Work from a cloud environment

There are some cloud options that give you the flexibility of a powerful IDE with a terminal, all from your web browser so you don’t have to install anything. Two popular cloud environments for development are the GitHub web editor and Gitpod.

Command line instructions

In the sections below you can read step-by-step guides to perform common development tasks on the command line. All these instructions are meant for UNIX-like operating systems, for example:

  • Linux (any distribution will work)

  • macOS

  • Windows Subsystem for Linux (WSL)

Set up a development environment

To set up a development environment you will need Git and Python up and running. You should only need to do this once!

Start by setting up Git:

  1. Install Git on your computer.

  2. Sign up to GitHub.

  3. Fork poliastro.

  4. Clone your fork (remote name will be origin)

  5. Add an upstream remote with git remote add upstream https://github.com/poliastro/poliastro.git and fetch its information with git fetch upstream

  6. Set your main branch to track upstream using git branch --set-upstream-to=upstream/main

Next, configure your Python environment:

  1. Install Python for development.

  2. Create a Python virtual environment using python -m venv .venv

  3. Activate it using source .venv/bin/activate

  4. Upgrade the development dependencies using python -m pip install -U pip setuptools wheel flit tox

  5. Install the code in development mode using flit install --simlink (this means that the installed code will change as soon as you change it in the download location).

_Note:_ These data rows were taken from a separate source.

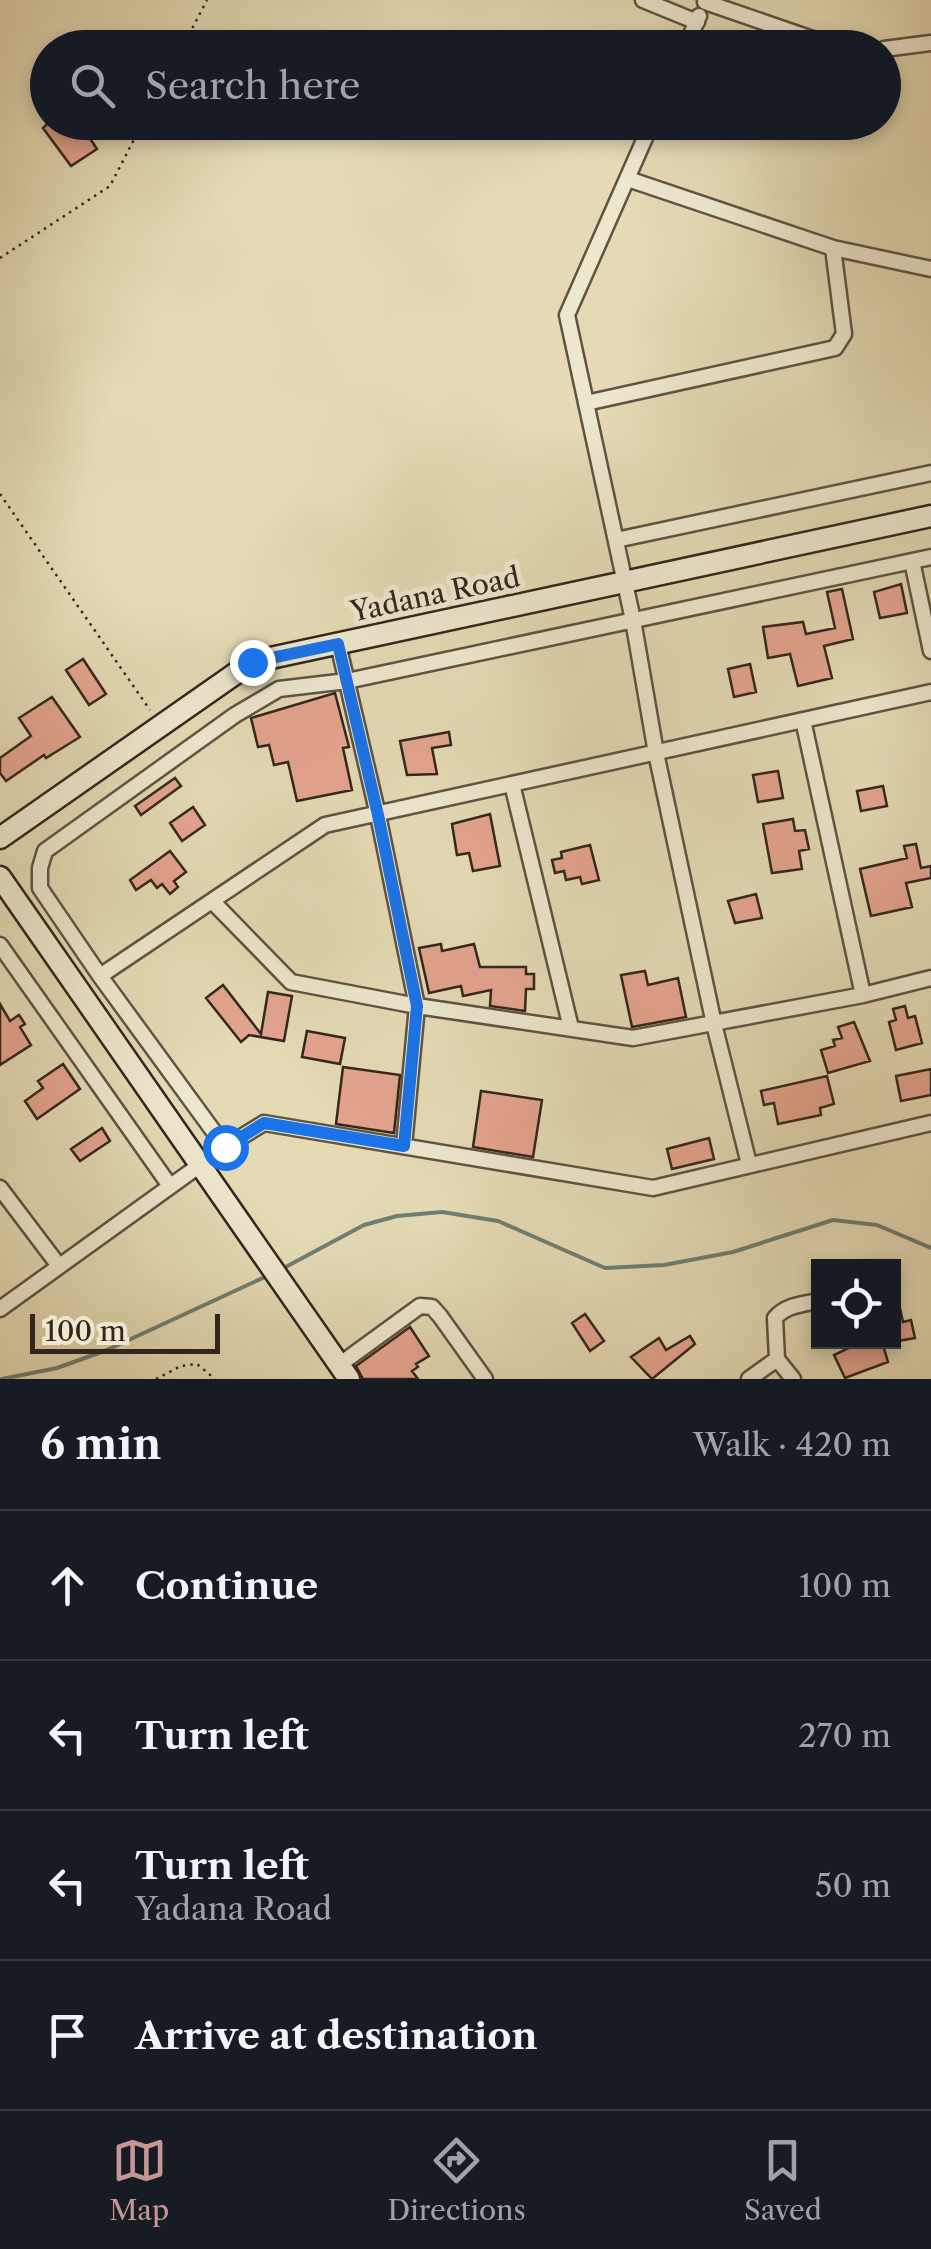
<!DOCTYPE html>
<html lang="en">
<head>
<meta charset="utf-8">
<style>
  :root { --surface:#171b24; --page:#20242c; --text:#f1f3f6; --muted:#9ea1a6; --line:#363941; --accent:#c59692 }
  body { margin:0; font-family:"Libre Caslon Text",serif; background:var(--page); color:var(--text) }
  .controls { position:absolute; right:30px; bottom:30px; display:grid; overflow:hidden; border-radius:0px; box-shadow:0 5px 15px #0003 }
  .controls button { width:90px; height:90px; display:grid; place-items:center; padding:0; border:0; border-bottom:2px solid var(--line); background:var(--surface); color:var(--text); font:50px sans-serif }
  .scale { position:absolute; left:30px; bottom:25px; width:190px; box-sizing:border-box; padding-left:10px; border:5px solid #33261d; border-top:0; font-size:28px; line-height:35px; white-space:nowrap; color:#33261d; -webkit-text-stroke:8px #ede7ce; paint-order:stroke }
  .stop { position:absolute; width:30px; height:30px; margin:-22px; border:8px solid #1a73e8; border-radius:50%; background:#fff }
  .stop.end { background:#1a73e8; border-color:#fff; box-shadow:0 2px 10px #0008 }
  .list { margin:0; padding:0; list-style:none }
  h2 { display:flex; justify-content:space-between; align-items:center; height:130px; margin:0; padding:0 40px; font-size:42px }
  h2 small { font-size:32px; font-weight:400; color:var(--muted) }
  .list li { display:grid; grid-template-columns:65px 1fr auto; gap:30px; align-items:center; box-sizing:border-box; height:150px; padding:0 40px; border-top:2px solid var(--line) }
  .list b { display:block; font-size:38px; white-space:nowrap }
  .list p { margin:0; font-size:32px; white-space:nowrap; color:var(--muted) }
  .list em { font-size:32px; font-style:normal; color:var(--muted) }
  .icon { flex:none; width:55px; height:55px; fill:none; stroke:currentColor; stroke-width:2; stroke-linecap:round; stroke-linejoin:round }
  .map { position:relative; flex:none; width:931px; height:1379px; overflow:hidden }
  .search { position:absolute; background:var(--surface); box-shadow:0 5px 15px #0003; left:30px; right:30px; top:30px; height:110px; display:flex; align-items:center; gap:25px; box-sizing:border-box; padding:0 35px; border-radius:55px; color:var(--muted); font-size:38px }
  .sheet { height:730px; background:var(--surface) }
  nav { display:flex; justify-content:space-around; align-items:center; box-sizing:border-box; height:140px; border-top:2px solid var(--line); background:var(--surface); font-size:28px; color:var(--muted) }
  nav a { display:grid; justify-items:center; gap:5px }
  nav .on { color:var(--accent) }
  .map>svg:first-child { display:block }
  .lines { fill:none; stroke-linecap:round; stroke-linejoin:round }
  .stream { stroke:#6e7f72; stroke-width:4 }
  .building { fill:#e4a48e; stroke:#33261d; stroke-width:2.5 }
  .street-casing { stroke:#5f5343; stroke-width:19 }
  .secondary-casing { stroke:#33261d; stroke-width:25 }
  .path { stroke:#33261d; stroke-width:2.5; stroke-dasharray:2.5 5; stroke-linecap:butt }
  .street { stroke:#ede7ce; stroke-width:14 }
  .secondary { stroke:#ede7ce; stroke-width:20 }
  .route { stroke:#1a73e8; stroke-width:12 }
  .labels { text-anchor:middle; stroke-width:10; stroke-linejoin:round; paint-order:stroke }
  .street-label { font-size:28px; fill:#33261d; stroke:#ede7ce }
</style>
</head>
<body>
<div class="map">
<svg width="931" height="1379" viewBox="0 0 931 1379">
  <rect width="100%" height="100%" fill="#e4dab4"/>
  <filter id="stains"><feTurbulence type="fractalNoise" baseFrequency=".002" numOctaves="4"/><feColorMatrix values="0 0 0 0 .2 0 0 0 0 .09 0 0 0 0 .02 0 0 0 .5 -.17"/></filter>
  <radialGradient id="worn" r=".72"><stop offset=".6" stop-color="#630" stop-opacity="0"/><stop offset="1" stop-color="#630" stop-opacity=".3"/></radialGradient>
  <g class="lines">
    <path class="stream" d="M280,1270L364,1225L397,1216L442,1212L498,1221L605,1268L664,1265L733,1252L833,1220L877,1225L931,1248
      M2,1379L57,1368L107,1350L267,1276"/>
  </g>
  <path class="building" d="M49,122H102L87,134L97,149L71,166L43,128Z
    M901,584L907,613L880,618L874,592Z
    M842,589L853,639L824,646L832,678L798,686L790,654L768,658L763,627L803,622L806,634L835,628L827,592Z
    M83,659L106,694L89,705L66,670Z
    M750,664L756,692L734,697L728,669Z
    M335,693L349,747L343,748L352,790L297,801L288,762L274,765L269,745L258,747L251,718Z
    M52,697L80,737L46,758L44,755L6,781L0,773V758L31,736L19,718Z
    M449,732L451,745L432,748L437,774L407,775L400,741Z
    M778,771L783,798L758,802L753,775Z
    M175,778L181,786L141,815L135,806Z
    M883,786L887,806L861,811L857,791Z
    M193,807L205,825L182,841L170,823Z
    M490,814L500,866L473,871L469,853L457,855L452,824Z
    M793,819L795,831L805,830L809,849L799,851L802,869L772,873L763,824Z
    M916,844L921,868L931,866V878L906,883L912,907L871,916L860,869L907,858L904,846Z
    M590,845L599,880L582,884L580,877L566,880L564,871L555,873L552,860L562,858L561,852Z
    M170,851L186,872L174,881L178,887L170,894L162,884L157,888L151,880L136,890L130,880Z
    M756,894L762,918L735,923L728,901Z
    M441,944L442,951L474,944L480,967H526V974H534V989H526L525,1011L490,1006L491,990L463,996L461,986L429,993L419,948Z
    M645,971L648,985L678,978L686,1017L632,1027L621,975Z
    M223,985L261,1034L268,992L292,996L284,1041L249,1035L241,1042L206,998Z
    M0,1004L10,1021L19,1015L25,1024L20,1027L31,1045L0,1065Z
    M905,1006L908,1018L915,1016L922,1043L896,1050L889,1022L896,1020L893,1009Z
    M854,1022L870,1061L828,1073L821,1050L835,1046L833,1040L842,1038L838,1027Z
    M307,1031L345,1038L340,1064L302,1057Z
    M63,1064L80,1089L37,1119L25,1101L43,1088L38,1081Z
    M343,1067L400,1075L394,1133L336,1124Z
    M931,1069V1095L901,1101L896,1076Z
    M827,1076L834,1104L820,1108L821,1115L778,1124L774,1103L764,1105L761,1091Z
    M481,1091L542,1100L533,1157L473,1147Z
    M102,1128L110,1141L80,1161L71,1149Z
    M709,1138L714,1159L672,1169L667,1149Z
    M894,1299H898L903,1322L911,1320L915,1338L893,1342Z
    M585,1314L604,1341L590,1351L572,1323Z
    M410,1327L429,1356L416,1364L418,1367L412,1371L418,1379H363L356,1366Z
    M690,1336L695,1344L652,1379L631,1357L659,1338L666,1350Z
    M861,1342H882L888,1362L845,1378L834,1355Z"/>
  <g class="lines">
    <defs>
      <path id="street" d="M643,0L697,22
        M705,2L839,48
        M685,48L699,16
        M884,49L931,43
        M652,122L567,315L633,620L656,753L714,1024L749,1164
        M628,179L833,248L931,269
        M586,403L835,348L844,334L833,248
        M616,540L931,473
        M912,561L931,651
        M338,644L378,815L417,1006L404,1146
        M803,720L863,995
        M512,784L571,1028
        M214,903L291,982L417,1006L633,1038L863,995L931,978
        M0,945L170,1186
        M100,976L325,825L931,692
        M225,1147L100,976L40,888V868L45,851L235,715L279,689L347,681L931,557
        M0,1188L59,1266
        M0,1309L225,1147L264,1123L653,1188L931,1123
        M777,1359L775,1318C786,1305 803,1304 818,1301
        M339,1365L420,1306L432,1307L440,1316L485,1379
        M749,1379L777,1359L793,1379"/>
      <path id="secondary" d="M0,838L252,662L931,516
        M0,877L349,1379"/>
    </defs>
    <use href="#street" class="street-casing"/>
    <use href="#secondary" class="secondary-casing"/>
    <path class="path" d="M182,48L207,0
      M0,258L110,186L143,122
      M0,494L150,710
      M156,1379L181,1366L197,1364L215,1379"/>
    <use href="#street" class="street"/>
    <use href="#secondary" class="secondary"/>
  </g>
  <g class="lines">
    <path class="route" d="M225,1147L264,1123L404,1146L417,1006L378,815L338,644L252,662"/>
  </g>
  <g class="labels">
    <g class="street-label">
      <text transform="translate(435 594) rotate(-12)" y="10">Yadana Road</text>
    </g>
  </g>
  <rect width="100%" height="100%" filter="url(#stains)"/>
  <rect width="100%" height="100%" fill="url(#worn)"/>
</svg>
<div class="controls">
<button><svg class="icon" aria-label="locate" viewBox="0 0 24 24"><circle cx="12" cy="12" r="6"/><path d="M12 2v4M12 18v4M2 12h4M18 12h4"/></svg></button>
</div>
<div class="scale">100 m</div>
<div class="stop" style="left:225px;top:1147px"></div>
<div class="stop end" style="left:252px;top:662px"></div>
<div class="search"><svg class="icon" aria-label="search" viewBox="0 0 24 24"><circle cx="10" cy="10" r="6"/><path d="M15 15l6 6"/></svg>Search here</div>
</div>
<section class="sheet">
<h2>6 min<small>Walk · 420 m</small></h2>
<ul class="list">
<li><svg class="icon" aria-label="ahead" viewBox="0 0 24 24"><path d="M12 20V5M6 11l6-6 6 6"/></svg><div><b>Continue</b></div><em>100 m</em></li>
<li><svg class="icon" aria-label="left" viewBox="0 0 24 24"><path d="M17 20v-9H6M10 6l-5 5 5 5"/></svg><div><b>Turn left</b></div><em>270 m</em></li>
<li><svg class="icon" aria-label="left" viewBox="0 0 24 24"><path d="M17 20v-9H6M10 6l-5 5 5 5"/></svg><div><b>Turn left</b><p>Yadana Road</p></div><em>50 m</em></li>
<li><svg class="icon" aria-label="arrive" viewBox="0 0 24 24"><path d="M6 21V4h12l-3 4 3 4H6"/></svg><div><b>Arrive at destination</b></div></li>
</ul>
</section>
<nav>
<a class="on"><svg class="icon" aria-label="map" viewBox="0 0 24 24"><path d="M3 6l6-2 6 2 6-2v14l-6 2-6-2-6 2zM9 4v14M15 6v14"/></svg>Map</a>
<a><svg class="icon" aria-label="directions" viewBox="0 0 24 24"><path d="M12 3l9 9-9 9-9-9zM9 14v-3h6M13 9l2 2-2 2"/></svg>Directions</a>
<a><svg class="icon" aria-label="saved" viewBox="0 0 24 24"><path d="M7 4h10v16l-5-4-5 4z"/></svg>Saved</a>
</nav>
</body>
</html>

And with this, you will be ready to start contributing!

Pull request workflow

Every time you want to contribute some code or documentation to poliastro, you will need to follow these steps:

  1. Make sure that your main branch is up to date: git switch main (or git checkout main) and git pull --rebase upstream main

  2. Create a new branch using git switch --create descriptive-name-of-my-change.

  3. Make your changes!

  4. Commit your changes using git commit -m 'Add new awesome feature'.

  5. Push to your fork.

  6. Open a pull request!

One branch corresponds to one pull request. This means that, if you keep committing and pushing changes to the same branch, the pull request will update automatically (you don’t need to open a new one!).

When your pull request is merged, you can:

  1. Update your main branch again: git switch main and git pull --rebase upstream main

  2. Delete your local branch: git branch --delete descriptive-name-of-my-change

  3. Refresh your fork: git fetch --prune origin and git push origin main

Remember that, whenever you want to start a new pull request, you need to start from step 1.

Build the documentation

To build the docs, run:

(.venv) $ cd docs
(.venv) $ make html

After this, the new docs will be inside build/html. You can open them by running an HTTP server:

$ cd build/html
$ python -m http.server
Serving HTTP on 0.0.0.0 port 8000 ...

And point your browser to http://0.0.0.0:8000.

Make code changes

You want to contribute new features or fix existing behavior? You are awesome! Before rushing out though, make sure if the new feature you propose is within the scope of the library (best thing is to ask in the chat) or that the fix you want to apply has a corresponding issue in the issue tracker.

Apart from all the steps described above, you need to have these extra things in mind:

  1. Add tests to your code. You have lots of examples in the tests/ directory to get inspiration from. All new features and fixes should be tested, and in the ideal case the coverage rate should increase or stay the same.

  2. To check if your code is correct, run tox -e reformat,check,py39-fast (py39 stands for Python 3.9, you can replace it by py38).

  3. Notice that you can run a subset of the tests by passing extra arguments to pytest, for example running tox -e py39-fast -- -k "anomaly"

Automatic services will ensure your code works on all the supported operating systems and Python versions.